Charlene was plundered by racist and sexist abuses after she decided not to wear the poppy on the canvas.
Commemorative poppies are worn to commemorate those who lost their lives in the war and sold by the Royal British Legion to support those currently serving in the armed forces and their families.
TV channel ITV News, whose family has served in the armed forces, struck the stream of abuse it gets every year by declaring its position.
Charlene tweeted a link to an article she wrote for ITV News in 2014. He wrote, "I'm wearing a poppy out of the screen – I donate to the British Legion – I'm from an army family – c ** t or p *** k. "
The article clearly explains the position of the 38-year-old.
"I support and support a number of charities, and due to impartiality rules, I can not visually support them all in presenting news programs," she said.
"These include things like a Red Ribbon for World AIDS Day or a Purple Ribbon for the Colon Cancer Awareness Month.
"These and many other charities are doing great things in the UK, but I can not show them on the screen.

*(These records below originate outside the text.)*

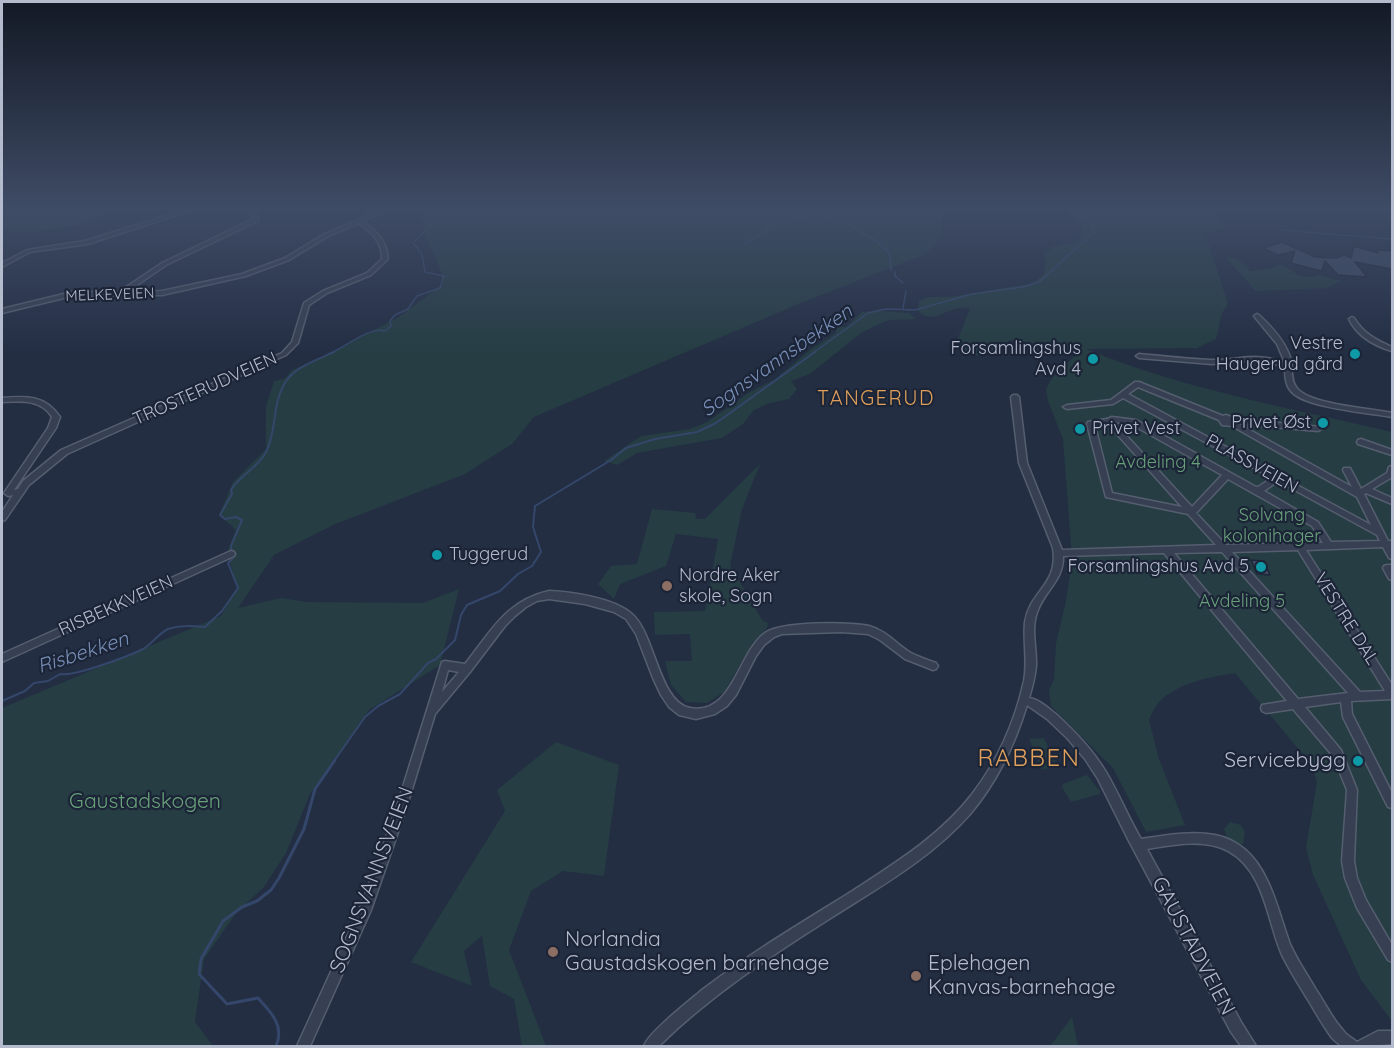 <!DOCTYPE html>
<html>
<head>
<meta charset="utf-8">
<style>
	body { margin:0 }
	#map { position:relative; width:1394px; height:1048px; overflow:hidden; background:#232e43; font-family:Quicksand,sans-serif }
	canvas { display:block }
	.frame { position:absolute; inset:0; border:3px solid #b4bbcc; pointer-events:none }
</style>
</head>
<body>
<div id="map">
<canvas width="1394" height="1048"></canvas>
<div class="frame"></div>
</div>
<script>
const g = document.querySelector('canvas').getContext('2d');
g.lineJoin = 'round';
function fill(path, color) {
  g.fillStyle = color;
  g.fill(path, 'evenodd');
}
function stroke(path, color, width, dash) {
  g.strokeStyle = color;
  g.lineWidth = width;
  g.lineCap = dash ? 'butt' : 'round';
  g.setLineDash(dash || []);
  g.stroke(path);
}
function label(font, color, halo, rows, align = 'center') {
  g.font = font + ' Quicksand,sans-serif';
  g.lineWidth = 4.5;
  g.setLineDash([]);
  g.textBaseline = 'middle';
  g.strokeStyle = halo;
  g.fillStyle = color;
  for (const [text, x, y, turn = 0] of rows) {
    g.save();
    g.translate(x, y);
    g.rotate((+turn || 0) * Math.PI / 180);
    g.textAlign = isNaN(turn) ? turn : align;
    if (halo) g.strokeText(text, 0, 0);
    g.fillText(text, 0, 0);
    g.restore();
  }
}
fill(new Path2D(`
	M2,210H113L85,224L33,232L2,231Z
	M433,210H942C942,234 943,242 921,256L803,302L534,417L512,444L465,474L333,525L274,555L238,608L281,598L308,602L423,603L459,589L440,665L369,710L310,794L286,853L264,887L236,913L204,959L195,1022L213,1046H2V708L221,616L237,588L227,552L236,530L219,515L233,482L266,449V407L274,381L284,379L292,370L316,360L399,317L443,284C441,257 423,243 422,216Z
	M1064,210H1209L1229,227L1200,234L1207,239L1228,304L1222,313L1216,339L1197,348L1086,349C1183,389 1290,408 1392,432V1021L1361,980L1313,875L1306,847L1317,782L1311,764L1235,673C1210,677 1182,682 1162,699C1156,704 1152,713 1149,720L1159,759L1185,825L1146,832L1113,768L1051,706L1049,690L1054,680L1056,643L1066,601L1072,559L1063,439L1048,401L1046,389L1052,378L1081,350L1010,340L996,352L987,351L980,356L960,353L956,343L970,309C949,302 934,328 918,311L919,301L929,297H950L1033,283L1043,275L1046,262L1044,253L1053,247L1078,242L1082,225Z
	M1226,258H1236L1251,271L1273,268L1281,264L1300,276L1312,277L1319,275L1341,281L1327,288L1256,291Z
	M881,311L909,313L916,319L889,320L875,326L861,333L810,374L791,381L797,389L789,399L770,403L754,410L743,424L722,438L637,453L617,465L604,461L641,436L690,429L707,422L750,392L775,379L810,350L836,333V327H846L862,312Z
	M760,464L742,509L730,566L763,621L768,623L767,628L753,642L724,692L707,703L686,702L671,685L665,661H692L690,634L655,635L654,612L705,611L718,539L676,534L666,566L620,584L614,599L598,584L611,566L637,564L652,509L695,513L696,519H705Z
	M1044,738L1058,768L1042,769L1029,739Z
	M556,742L619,765L604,876L563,871L531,891L509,950L546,1046H522L514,999L490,986L482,936L464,951L472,986L411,962L505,811L497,790Z
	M1087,775L1100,791V794L1071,802L1062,787L1063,784Z
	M1230,822L1241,825L1245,832L1243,844L1238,845L1228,840L1224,829Z
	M1072,1017L1078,1046H1050Z`), '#253d43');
stroke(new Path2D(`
	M798,210L803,216
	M1280,230L1392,239
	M743,245C785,218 817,203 862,232C871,238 886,246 890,256C891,261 890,266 891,270
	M895,272V276L903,283
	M903,308L906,291
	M331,353C346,346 371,326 385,331L391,326L390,321L395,315L408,309L417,296L440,288L444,276L425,272L422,254L413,243L434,221L430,218L429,211L412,210
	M813,353L868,313L886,309L915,310L972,294L1023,287L1039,282L1094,232L1093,226L1079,210`), '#34476b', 1.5);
stroke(new Path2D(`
	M2,701L25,691L34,683L48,681L60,674C74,677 129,656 143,649C152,644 158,634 168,629C180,625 193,626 205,627L222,611L238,588L228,563L233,558L231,546L242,520L236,517L225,519L220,515L232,494L231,490C240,475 258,468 266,452C272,441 273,428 275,416C280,372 298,368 334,352
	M334,761L365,717L378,706L400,694L428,663L436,659L455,640L461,615L467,605L500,591L518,574L532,566L541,552L533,527L535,506L611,460L626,448L655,439L697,432L716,423L815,352`), '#34476b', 2);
stroke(new Path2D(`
	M276,1046C285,1026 271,1012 258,998L227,1004L199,974L201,959L223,921L242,907L257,901L271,890L279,878L304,829L315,789L335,760`), '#34476b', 3);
const building = new Path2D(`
	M1282,242L1315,257L1336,258L1345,255L1351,258L1354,246L1378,253V250L1392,251V269L1355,262L1367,277L1338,275L1325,261L1322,271L1313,269L1291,263L1295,251L1278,255L1263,248Z
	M1251,560L1264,561L1270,575L1257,574Z`);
fill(building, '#3e4a63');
stroke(building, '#1e2739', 1.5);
const minor = new Path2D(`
	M185,210H192L88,244L30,252L2,267V263L27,250L85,241Z
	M250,210H254L259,220L258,221L166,265L127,292L162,291L242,274L285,258L323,235L380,210H386L363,221C377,232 387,241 388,259L371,275L327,293L309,305L298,343L286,355L67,454L29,485L5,520L2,521V512L13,495L8,496L4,493L48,428L52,417C41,399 21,401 2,402V398C26,396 45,395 60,417L56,428L14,490L18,489L23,481L61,450L282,353L292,342L304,303L323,291L367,273L382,259C382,241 372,233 359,223L327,237L289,260L246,276L162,295L72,296L2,313V309L72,292H119L162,263L253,219Z
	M1257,314L1259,315C1272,327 1286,342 1291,360C1293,369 1290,379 1296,387C1308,405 1371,408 1392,413V417C1369,413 1311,408 1294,394C1286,388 1285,378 1285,368L1270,362L1256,360L1212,364L1139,358L1136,356L1139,354C1163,356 1186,359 1210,360C1239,361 1255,351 1285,363L1277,344L1254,316Z
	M1352,317L1354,318C1363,333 1376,340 1392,347V351C1375,346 1357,336 1349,319Z
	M1135,382H1139L1223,416L1226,415L1236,419L1321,427L1322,429L1318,431L1239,424L1352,487L1343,470L1344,468H1350L1361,489L1387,473L1389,467L1392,466V477L1372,489L1392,498V504L1366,493L1364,494L1388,541H1392V559L1389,558L1383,547L1306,550L1392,685V699L1351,701L1352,714L1392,793V808L1388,807L1343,717L1341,702L1305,707L1341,750L1357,790L1354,861L1357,878L1366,900L1392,945V962L1388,960L1357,908L1345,878L1342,861L1347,790L1333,756L1293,709L1266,713L1262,711L1261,708L1262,705L1287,701L1164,553L1063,556C1064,579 1045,591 1038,610C1030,628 1037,648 1036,666C1035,677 1032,688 1029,698C1039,699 1049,709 1057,715C1075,732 1093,750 1106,772C1119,794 1128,817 1141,839C1193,831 1240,822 1267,880C1277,900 1282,923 1290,944C1297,960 1307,974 1315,988C1323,1000 1329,1012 1337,1023L1346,1034L1357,1042L1378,1031H1392V1044L1379,1045L1375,1046H1341L1332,1038C1324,1027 1317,1015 1310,1003C1300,987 1290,971 1282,955C1267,921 1265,871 1228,851C1204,838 1172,845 1147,849L1241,1022L1256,1046H1241L1231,1032L1129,841L1098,779L1085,759L1067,738L1047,719L1027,705C1015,744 997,782 971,813C931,859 876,889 826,921C766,959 709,997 659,1046H644C648,1033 689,1001 702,990C750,953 803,922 854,890C897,862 942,834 973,793C998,760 1015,721 1024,681C1028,661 1023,642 1025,622C1030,590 1059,585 1053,548L1019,463L1011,397L1013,395H1017L1019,397L1027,463L1062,550L1216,545L1188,514L1106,497L1087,424L1088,422L1107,419L1112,417L1136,420L1256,487H1258L1272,478L1123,398L1113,404L1067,409L1063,407L1067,405L1111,400ZM1138,387L1219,420L1222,425L1232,426L1357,497L1371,525L1128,394ZM1114,422L1131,424L1222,475L1192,507ZM1107,423L1182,507L1112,493L1095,426ZM1228,479L1312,526L1323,543H1302L1299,542L1296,543L1226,545L1196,513ZM1278,481L1377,535L1380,541L1331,542L1318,522L1264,491ZM1298,550L1385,691L1360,692L1232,552ZM1222,552L1348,693L1298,699L1174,553Z
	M1361,439L1392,450V455L1358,444L1357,442L1358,440Z
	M231,551L234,552L235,554L234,556L2,662V654Z
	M1387,565H1392V580L1389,579L1383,568L1384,566Z
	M549,591C572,592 614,598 632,614C655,634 659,702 690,708C733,716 738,652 765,633C782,621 848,622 869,626C887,631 896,644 911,653C919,657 928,660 936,663L938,666L936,669L933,670L905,659L880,640L868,634L841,632L782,634L774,637L764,645L756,656L736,695L727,706L715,714L696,719L679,715L669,707L661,695L653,678L636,634L626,619L614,612L585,604L549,599L537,601L526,607L515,616L505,626L470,672L435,714L406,809L371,910L310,1046H297L360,908L396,809L442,662L445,661L465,664C491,632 505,601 549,591ZM448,670L459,672L442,692Z`);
stroke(minor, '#555e6f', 3);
fill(minor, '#374052');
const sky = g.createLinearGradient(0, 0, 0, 356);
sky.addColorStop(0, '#131925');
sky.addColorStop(0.59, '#3f4c66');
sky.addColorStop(1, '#3f4c6600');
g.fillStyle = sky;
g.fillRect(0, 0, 1394, 356);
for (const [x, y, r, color] of [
	[1355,354,6,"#0f9aa8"],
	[1093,359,6,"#0f9aa8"],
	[1323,423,6,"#0f9aa8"],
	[1080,429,6,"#0f9aa8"],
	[437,555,6,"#0f9aa8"],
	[1261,567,6,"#0f9aa8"],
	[667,586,6,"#8d6e63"],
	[1358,761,6,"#0f9aa8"],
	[553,952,6,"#8d6e63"],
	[916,976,6,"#8d6e63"]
]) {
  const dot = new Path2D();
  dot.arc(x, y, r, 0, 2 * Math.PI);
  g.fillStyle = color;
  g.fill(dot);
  stroke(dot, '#1c2537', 2);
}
label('15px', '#b4bbcc', '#1c2537', [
	["MELKEVEIEN",110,295,-2]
]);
label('18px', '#b4bbcc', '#1c2537', [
	["Vestre",1343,344],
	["Haugerud gård",1343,365],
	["Forsamlingshus",1081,349],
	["Avd 4",1081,370],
	["Privet Øst",1311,423],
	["Privet Vest",1092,429,"left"],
	["Tuggerud",449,555,"left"],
	["Forsamlingshus Avd 5",1249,567],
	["Nordre Aker",679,576,"left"],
	["skole, Sogn",679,597,"left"]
], 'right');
label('18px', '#b4bbcc', '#1c2537', [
	["TROSTERUDVEIEN",205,389,-24],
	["PLASSVEIEN",1252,464,29],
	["RISBEKKVEIEN",116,606,-24],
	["VESTRE DAL",1346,619,58]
]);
label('18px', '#68a07a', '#1c2537', [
	["Avdeling 4",1158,463],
	["Solvang",1272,516],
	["kolonihager",1272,537],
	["Avdeling 5",1242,602]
]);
label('italic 20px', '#788eb7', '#1c2537', [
	["Sognsvannsbekken",777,361,-35],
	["Risbekken",83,653,-18]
]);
g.letterSpacing = '1.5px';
label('20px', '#e0a05b', '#1c2537', [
	["TANGERUD",876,399]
]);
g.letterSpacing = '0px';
label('21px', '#b4bbcc', '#1c2537', [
	["Servicebygg",1346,761,"right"],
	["Norlandia",565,940],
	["Gaustadskogen barnehage",565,964],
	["Eplehagen",928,964],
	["Kanvas-barnehage",928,988]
], 'left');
label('21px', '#68a07a', '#1c2537', [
	["Gaustadskogen",145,802]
]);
label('21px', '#b4bbcc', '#1c2537', [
	["SOGNSVANNSVEIEN",372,880,-69],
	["GAUSTADVEIEN",1193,946,62]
]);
g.letterSpacing = '1.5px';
label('24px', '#e0a05b', '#1c2537', [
	["RABBEN",1029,759]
]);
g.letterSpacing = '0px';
</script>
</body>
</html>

"I feel uncomfortable supporting only one charity in front of the other, the Royal British Legion, but I support my colleagues who choose to wear the poppy on the canvas."
"It's very different in my private life.
"I wear a poppy on Armistice Day – in fact, I wear one that my friend Jen's mother knitted for me a few years ago."
The broadcaster further stated that her family served in the armed forces – her father in the RAF and her uncle in the army.
Charlene says she talked to both about her decision and they decided to support her.
"Of course, I do not expect everyone to support it," she said.
"However, it is always important to remember what my family, your family and millions of people have been fighting for generations: the right to vote and the right to freedom of expression and expression."